─── Records supplied
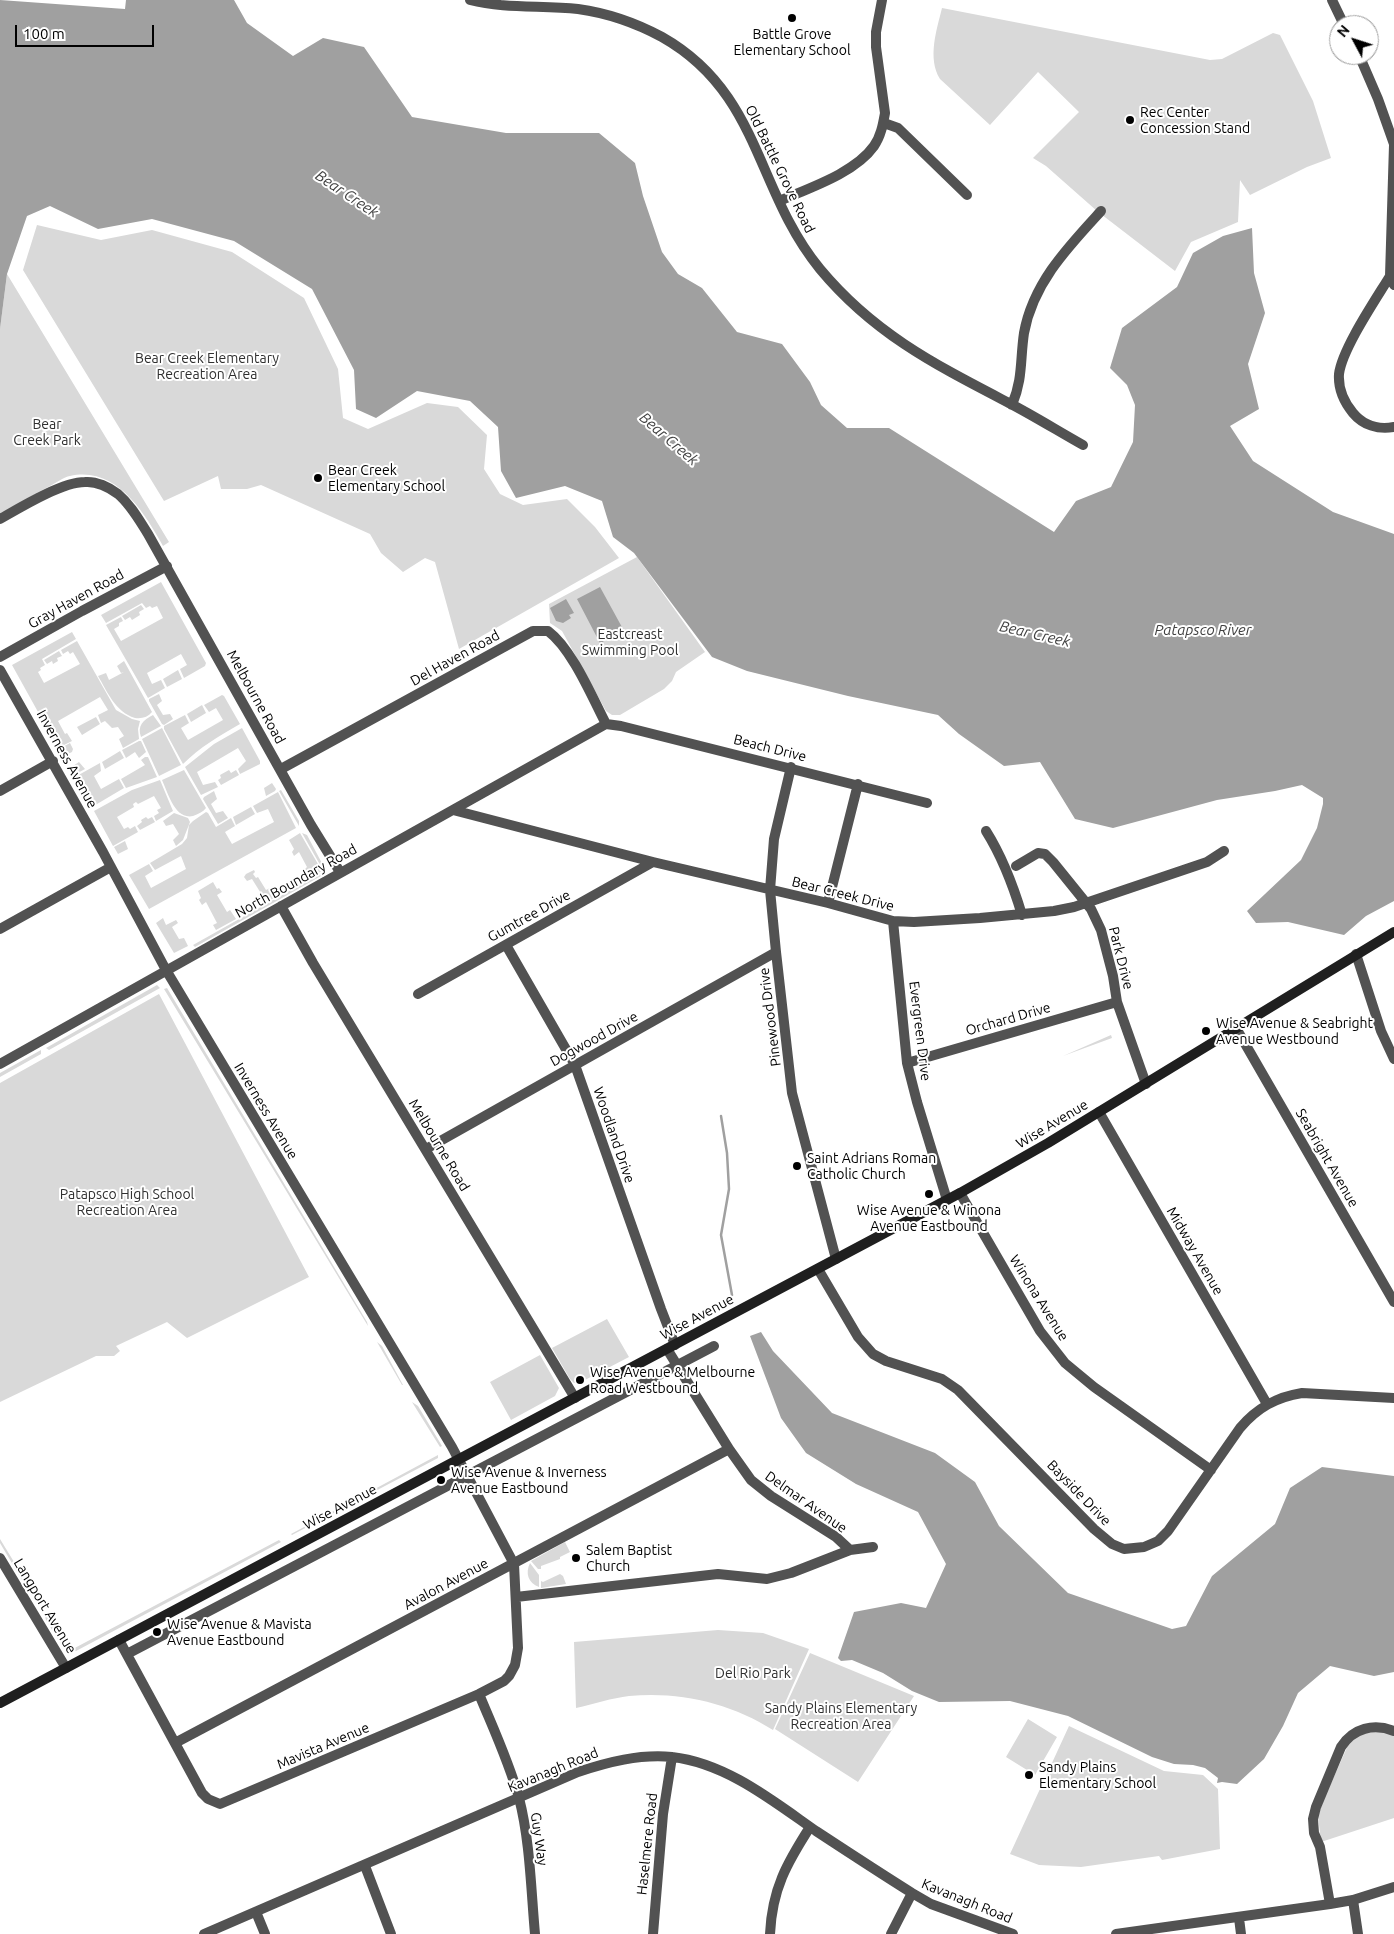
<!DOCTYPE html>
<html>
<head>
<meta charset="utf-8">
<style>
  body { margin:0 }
  #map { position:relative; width:1394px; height:1934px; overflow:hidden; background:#fff; font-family:Ubuntu,sans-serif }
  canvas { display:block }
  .north { position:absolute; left:1329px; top:15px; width:50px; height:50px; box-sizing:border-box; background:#fff; border:1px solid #999; border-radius:50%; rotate:310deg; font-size:14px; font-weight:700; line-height:20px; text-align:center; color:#000 }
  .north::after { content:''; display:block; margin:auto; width:18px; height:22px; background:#000; clip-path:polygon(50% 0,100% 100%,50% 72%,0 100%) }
  .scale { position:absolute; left:15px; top:25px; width:139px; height:22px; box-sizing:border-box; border:2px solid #000; border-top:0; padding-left:6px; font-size:15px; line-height:18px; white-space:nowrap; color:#000; -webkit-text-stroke:4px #fff; paint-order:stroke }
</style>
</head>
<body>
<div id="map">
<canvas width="1394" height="1934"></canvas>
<div class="north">N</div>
<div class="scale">100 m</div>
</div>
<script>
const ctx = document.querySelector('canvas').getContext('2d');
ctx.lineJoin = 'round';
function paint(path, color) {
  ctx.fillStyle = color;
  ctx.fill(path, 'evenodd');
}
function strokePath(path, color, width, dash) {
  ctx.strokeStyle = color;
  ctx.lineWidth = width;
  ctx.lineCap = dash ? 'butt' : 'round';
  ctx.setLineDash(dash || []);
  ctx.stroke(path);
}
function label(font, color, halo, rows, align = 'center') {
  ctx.font = font + ' Ubuntu,sans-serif';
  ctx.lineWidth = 4;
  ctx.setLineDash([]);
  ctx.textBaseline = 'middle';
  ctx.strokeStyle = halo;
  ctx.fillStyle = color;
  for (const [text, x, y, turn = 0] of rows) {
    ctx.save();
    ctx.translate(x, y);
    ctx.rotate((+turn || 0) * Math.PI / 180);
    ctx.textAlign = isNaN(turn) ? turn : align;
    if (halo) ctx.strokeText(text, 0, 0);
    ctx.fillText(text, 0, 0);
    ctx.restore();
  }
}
const green = new Path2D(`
  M942 8 1210 60 1222 59 1273 33 1280 35 1313 101 1331 158 1307 167 1250 195 1240 180 1238 222 1191 242 1175 271 1097 211 1046 166 1033 158 1079 112 1038 72 990 125 940 79C927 58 937 29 942 8Z
  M37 225 101 240 152 230 232 252 304 298 338 369 343 418 368 429 427 403 458 407 487 435 484 469 500 494 523 505 567 499 595 527 619 558 459 649 435 562 425 558 403 572 381 553 370 534 261 485 247 489H221L218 476 164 501 23 270Z
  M7 274 169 542 163 546C144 512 116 466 70 476 64 477 56 483 50 486 33 495 17 504 0 514V329Z
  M637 557 705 652 676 672 672 681 664 689 620 715H612L606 711 562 631 550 623 549 604Z
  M161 582 206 663 205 666 184 678 180 669 187 665 181 654 147 673 152 684 161 680 165 688 148 698 106 625 121 617 123 621 119 623V626L114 629 121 641 163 618 157 606 152 608 150 606 146 608 142 603 106 623 101 615Z
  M141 605 144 609 139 612 140 615 132 620 130 617 125 620 122 616Z
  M72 632 76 639 42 659 45 665 40 668 41 670 38 672 44 683 80 664 73 652 70 654 68 651 63 654 61 650 77 641 116 710 132 719 140 721 138 729 139 739 123 748 119 739 124 736 118 727 112 728 105 721 101 723 98 715 108 710 100 697 58 721 65 734 67 733 72 741 58 748 12 665Z
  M59 651 62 656 57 658 58 661 53 664 52 661 47 664 44 660Z
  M124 661 152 712C148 717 142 719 135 718 115 712 107 691 98 676L106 673 109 680 124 672 121 673 117 666Z
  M178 670 182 679 167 687 163 679Z
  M159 694 162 701 157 705 163 715 170 714 173 719 164 725 162 724 149 701V699Z
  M222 695 224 696 240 724C219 736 200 747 183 764L164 729V726L185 715 189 723 181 728 188 740 223 720 216 708 209 712 204 705Z
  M202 705 206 713 191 722 187 714Z
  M153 715 161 726 141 737C137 726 143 720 153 715Z
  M96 717 100 724 82 735 77 727Z
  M162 728 181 765 159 776 142 739Z
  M242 728 260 761V764L240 774 238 769 246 761 238 748 197 772 203 785 215 782 218 787 201 795 185 767 214 744Z
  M139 741H141L146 752 139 758 135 752 126 758 122 750Z
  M70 743 73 749 72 752 64 756 59 749Z
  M120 751 124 758 105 769 102 762Z
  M145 757H148L157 777 126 788 121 779 145 765 141 760Z
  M79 762 85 769 74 775 70 768Z
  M100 763 101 771 94 776 101 789 119 779 124 788 92 807 75 777Z
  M184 770 206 808C203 812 198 814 193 816 175 820 168 793 162 780Z
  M229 770 231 773 236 770 239 775 221 785 218 780 221 778 220 775Z
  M160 780 173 811 156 821 154 816 159 813 157 810 161 808 154 796 138 804 136 802 133 804 134 807 117 817 124 829 128 827 130 829 135 826 138 832 113 846 94 811 132 790Z
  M272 783 276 789 275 791 266 796 264 788Z
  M281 790 299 821V826L279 791Z
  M214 791 217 799 211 804 216 813 223 811 228 818 218 824 203 799 204 797Z
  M278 792 296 828 149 909 129 875 149 864 153 871 145 876 151 888 186 869 181 856 155 870 150 863 182 844 187 838 189 825 193 821 206 812 208 813 216 827 231 818 235 826 225 832 232 844 274 822 268 809 257 813 253 806Z
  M251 807 255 814 236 825 233 817Z
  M174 813 188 818 190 822 183 840 176 846 173 840 179 834 173 824 166 826 163 821Z
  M146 817 148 819 152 817 155 822 140 830 137 826 142 822 141 820Z
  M300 833 322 871 307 879 304 870 307 867 299 852 294 856 292 852 294 849 289 840Z
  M302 833 307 835 325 869 323 870Z
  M125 841 128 849 118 854 114 847Z
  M254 870 255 872 253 874 256 878 258 877 266 890 274 886 281 894 264 904 260 897 262 895 252 879 247 881 244 877 246 874Z
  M323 872V875L321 876 195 947 193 945Z
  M213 882 217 889 219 888 222 892 217 895 227 912 230 910 236 919 216 930 213 925 217 923 206 902 202 905 199 900 201 898 198 891Z
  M163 918 166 925 176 920 178 923 172 927 179 939 184 938 188 946 174 953 156 923Z
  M157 985 160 988 49 1050 46 1048Z
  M167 988 367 1322 368 1326 164 989Z
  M159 994 309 1277 187 1338 167 1322 116 1346 120 1351 114 1356H96L0 1402V1083Z
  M1111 1035 1112 1038 1063 1056Z
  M41 1050V1054L0 1077V1073Z
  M607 1319 629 1357 583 1381 574 1383 570 1379 552 1348Z
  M377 1342 382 1346 403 1385H402Z
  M540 1355 559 1388 555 1396 511 1420 490 1382Z
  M412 1402 418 1406 442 1446 440 1447Z
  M438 1455V1458L292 1535 291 1534Z
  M0 1539 33 1593 32 1594 29 1592 0 1543Z
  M279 1540 281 1542 76 1651H69Z
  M565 1542 570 1552 560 1557V1559L541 1566V1569H538L531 1561Z
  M530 1563 539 1575V1587C528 1583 525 1573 530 1563Z
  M560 1574 563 1576 566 1584 541 1588V1581L543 1582Z
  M45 1616H47L67 1649H64L46 1620Z
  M718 1630 763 1633 809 1649 773 1730C731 1703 679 1691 629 1696 612 1698 594 1704 576 1708L574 1642Z
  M810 1653 914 1696 858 1782 775 1729Z
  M1028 1719 1057 1737 1035 1775 1006 1757Z
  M1069 1726 1164 1771 1203 1775 1218 1789 1220 1849 1162 1860 1159 1856 1081 1867 1039 1865 1010 1854Z
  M1377 1730 1394 1734V1818L1321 1842 1318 1816 1324 1799 1349 1743 1360 1734Z`);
const water = new Path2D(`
  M0 0 125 9 126 0H234L247 23 293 56 323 38 364 47 412 117 506 133H599L635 163 643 196 662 252 678 274 702 288 737 332 782 344 810 382 821 405 847 428H889L1054 532 1076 501 1111 487 1133 442 1135 405 1127 385 1110 368 1122 328 1177 287 1193 253 1223 236 1252 228 1254 273 1265 313 1248 364 1259 409 1230 426 1253 461 1333 512 1394 534V901L1366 916 1344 935 1288 922 1256 923 1247 911 1301 860 1317 828 1323 804V798L1302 785 1275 791 1217 800 1113 828 1075 819 1040 762 1004 766 959 734 938 715 848 696 747 671 712 657 634 553 613 537 602 501 565 486 516 498 501 471 498 427 470 401 417 391 376 418 356 409 354 370 312 289 234 241 152 219 98 229 50 206 27 216 7 274 0 329Z
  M600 587 623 629 605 639 601 645 577 599Z
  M566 599 574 613 569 615 571 618 563 623 556 621 550 608Z
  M761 1332 773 1351 832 1413 935 1453 975 1482 999 1526 1068 1593 1172 1629 1186 1626 1212 1576 1275 1524 1290 1488 1322 1467 1394 1476V1672L1374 1676 1330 1666 1298 1693 1283 1726 1264 1759 1237 1784 1222 1782 1217 1783 1218 1778 1205 1768 1193 1765 1174 1764 1152 1757 1068 1716 1010 1701 939 1702 912 1691 883 1673 852 1660 841 1661 838 1658 854 1612 901 1603 926 1608 946 1564 918 1512 856 1484 806 1453 781 1418 750 1336Z`);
const stream = new Path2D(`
  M721 1116 727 1153 729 1189 721 1235 732 1295`);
const street = new Path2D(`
  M470 0C505 9 542 5 578 9 607 13 636 23 662 37 761 93 755 190 820 269 874 334 936 365 1009 403 1034 416 1058 431 1083 445
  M1332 0 1344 25
  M1359 55 1378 99 1394 144
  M884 123 898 128 967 195
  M779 201C809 188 855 173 874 146 881 136 883 124 885 113L876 47V32L882 0
  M1390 276 1394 145
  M1394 285 1390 276C1376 299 1342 349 1339 374 1338 389 1344 402 1353 413 1363 425 1378 430 1394 427
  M1012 405C1023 379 1020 360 1024 333 1033 283 1068 247 1101 211
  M0 519C21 507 62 482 85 482 96 481 109 487 118 494 131 505 139 520 148 534L311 825 340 872
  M0 657 82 611 167 566
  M0 670 103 852 166 970 452 1447 514 1564 518 1648 515 1665 509 1676 504 1681 479 1694 220 1804 208 1799 202 1793 119 1640
  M606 724 621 726 927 803
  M791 767 774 839 770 890 776 952 792 1093 836 1259
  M281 769 533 631H548C572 649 592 697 606 724
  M0 791 53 761
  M453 810 653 862 828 903 893 921 914 922 980 918 1054 911 1074 907 1207 862 1224 851
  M986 831C1003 858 1013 885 1022 915
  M1016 866 1038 853 1045 854 1053 862 1091 909 1101 930 1113 976 1117 1002 1146 1084
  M828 903 858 784
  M281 906 313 963 575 1398
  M893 921 907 1063 917 1102 947 1200
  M0 929 111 867
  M506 945 575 1065 661 1309 675 1345
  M1356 954 1381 1031 1394 1059
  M418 994 653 862
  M1236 1028 1394 1302
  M907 1063 1117 1002
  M0 1064 606 724
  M1099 1112 1267 1404
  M426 1149 776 952
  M960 1193 1040 1331 1065 1363 1094 1387 1211 1470
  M818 1269 858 1337 873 1354 886 1361 942 1379 958 1390 1094 1529 1112 1544 1124 1549 1144 1547 1158 1541 1168 1531 1240 1428C1257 1408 1276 1397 1302 1393L1394 1398
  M667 1349 729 1449 751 1480 771 1496 836 1537 850 1550
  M0 1558 66 1668
  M516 1597 718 1574 767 1579 791 1573 850 1550 873 1547
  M127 1654 714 1346
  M479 1694C493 1728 509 1762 519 1798 530 1840 531 1890 535 1934
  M175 1743 729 1449
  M365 1866 391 1934
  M1353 1900 1358 1934
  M1330 1904 1320 1847 1314 1833 1313 1819 1316 1807 1341 1747C1353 1728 1374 1723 1394 1731
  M256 1912 265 1934
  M1239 1918 1241 1934
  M204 1934 578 1772C608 1762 639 1754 672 1757 726 1763 773 1801 816 1831 848 1852 880 1873 912 1893L931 1904 1013 1934
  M653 1934 663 1814 672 1757
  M770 1934C772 1889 787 1863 810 1827
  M891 1934 912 1893
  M1116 1934 1330 1904 1353 1900 1394 1887`);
const secondary = new Path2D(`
  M0 1703 960 1193 1048 1143 1394 932`);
const markers = [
  [792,18,5,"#000"],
  [1130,120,5,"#000"],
  [318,478,5,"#000"],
  [1206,1031,5,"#000"],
  [797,1166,5,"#000"],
  [929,1194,5,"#000"],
  [580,1380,5,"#000"],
  [441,1480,5,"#000"],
  [576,1558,5,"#000"],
  [157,1632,5,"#000"],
  [1029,1775,5,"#000"]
];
const poiNames = [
  ["Battle Grove",792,34,"center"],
  ["Elementary School",792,50,"center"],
  ["Rec Center",1140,112],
  ["Concession Stand",1140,128],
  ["Bear Creek",328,470],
  ["Elementary School",328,486],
  ["Wise Avenue & Seabright",1216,1023],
  ["Avenue Westbound",1216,1039],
  ["Saint Adrians Roman",807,1158],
  ["Catholic Church",807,1174],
  ["Wise Avenue & Winona",929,1210,"center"],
  ["Avenue Eastbound",929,1226,"center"],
  ["Wise Avenue & Melbourne",590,1372],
  ["Road Westbound",590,1388],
  ["Wise Avenue & Inverness",451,1472],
  ["Avenue Eastbound",451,1488],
  ["Salem Baptist",586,1550],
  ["Church",586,1566],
  ["Wise Avenue & Mavista",167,1624],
  ["Avenue Eastbound",167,1640],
  ["Sandy Plains",1039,1767],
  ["Elementary School",1039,1783]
];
const streetNames = [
  ["Old Battle Grove Road",780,169,64],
  ["Gray Haven Road",76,599,-29],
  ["Del Haven Road",455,658,-29],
  ["Melbourne Road",256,697,61],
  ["Beach Drive",770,748,14],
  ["Inverness Avenue",67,759,61],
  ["North Boundary Road",296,881,-29],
  ["Bear Creek Drive",843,894,14],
  ["Gumtree Drive",529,916,-29],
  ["Park Drive",1121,958,76],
  ["Pinewood Drive",770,1017,-97],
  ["Orchard Drive",1008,1019,-16],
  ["Evergreen Drive",920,1031,83],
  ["Dogwood Drive",594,1039,-29],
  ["Inverness Avenue",266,1111,59],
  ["Wise Avenue",1052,1124,-31],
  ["Woodland Drive",614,1135,71],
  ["Melbourne Road",439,1145,59],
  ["Seabright Avenue",1327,1158,60],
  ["Midway Avenue",1195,1251,60],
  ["Winona Avenue",1039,1298,58],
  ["Wise Avenue",697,1317,-28],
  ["Bayside Drive",1079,1493,46],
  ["Delmar Avenue",806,1502,35],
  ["Wise Avenue",340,1507,-28],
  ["Avalon Avenue",446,1584,-28],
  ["Langport Avenue",45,1606,59],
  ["Mavista Avenue",323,1746,-23],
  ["Kavanagh Road",553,1770,-22],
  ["Guy Way",539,1839,82],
  ["Haselmere Road",647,1844,-84],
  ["Kavanagh Road",967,1901,22]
];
const parkNames = [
  ["Bear Creek Elementary",207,358],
  ["Recreation Area",207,374],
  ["Bear",47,424],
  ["Creek Park",47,440],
  ["Eastcreast",630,634],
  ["Swimming Pool",630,650],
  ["Patapsco High School",127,1194],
  ["Recreation Area",127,1210],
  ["Del Rio Park",753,1673],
  ["Sandy Plains Elementary",841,1708],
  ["Recreation Area",841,1724]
];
const waterNames = [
  ["Bear Creek",347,194,34],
  ["Bear Creek",669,439,41],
  ["Patapsco River",1203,630],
  ["Bear Creek",1035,634,13]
];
paint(green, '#d9d9d9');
paint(water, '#a0a0a0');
strokePath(stream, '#a0a0a0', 2.5);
strokePath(street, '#525252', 10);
strokePath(secondary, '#1f1f1f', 10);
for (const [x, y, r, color] of markers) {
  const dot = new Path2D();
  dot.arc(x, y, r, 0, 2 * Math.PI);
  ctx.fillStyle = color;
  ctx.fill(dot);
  strokePath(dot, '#fff', 2);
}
label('14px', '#000', '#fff', poiNames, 'left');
label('14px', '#000', '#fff', streetNames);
label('14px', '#303030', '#fff', parkNames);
label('italic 15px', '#414141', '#fff', waterNames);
</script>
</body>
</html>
──────
■ What you should do
Reproduce every line in the records above that contains the word "rotate".

■ Exercise answer
  .north { position:absolute; left:1329px; top:15px; width:50px; height:50px; box-sizing:border-box; background:#fff; border:1px solid #999; border-radius:50%; rotate:310deg; font-size:14px; font-weight:700; line-height:20px; text-align:center; color:#000 }
    ctx.rotate((+turn || 0) * Math.PI / 180);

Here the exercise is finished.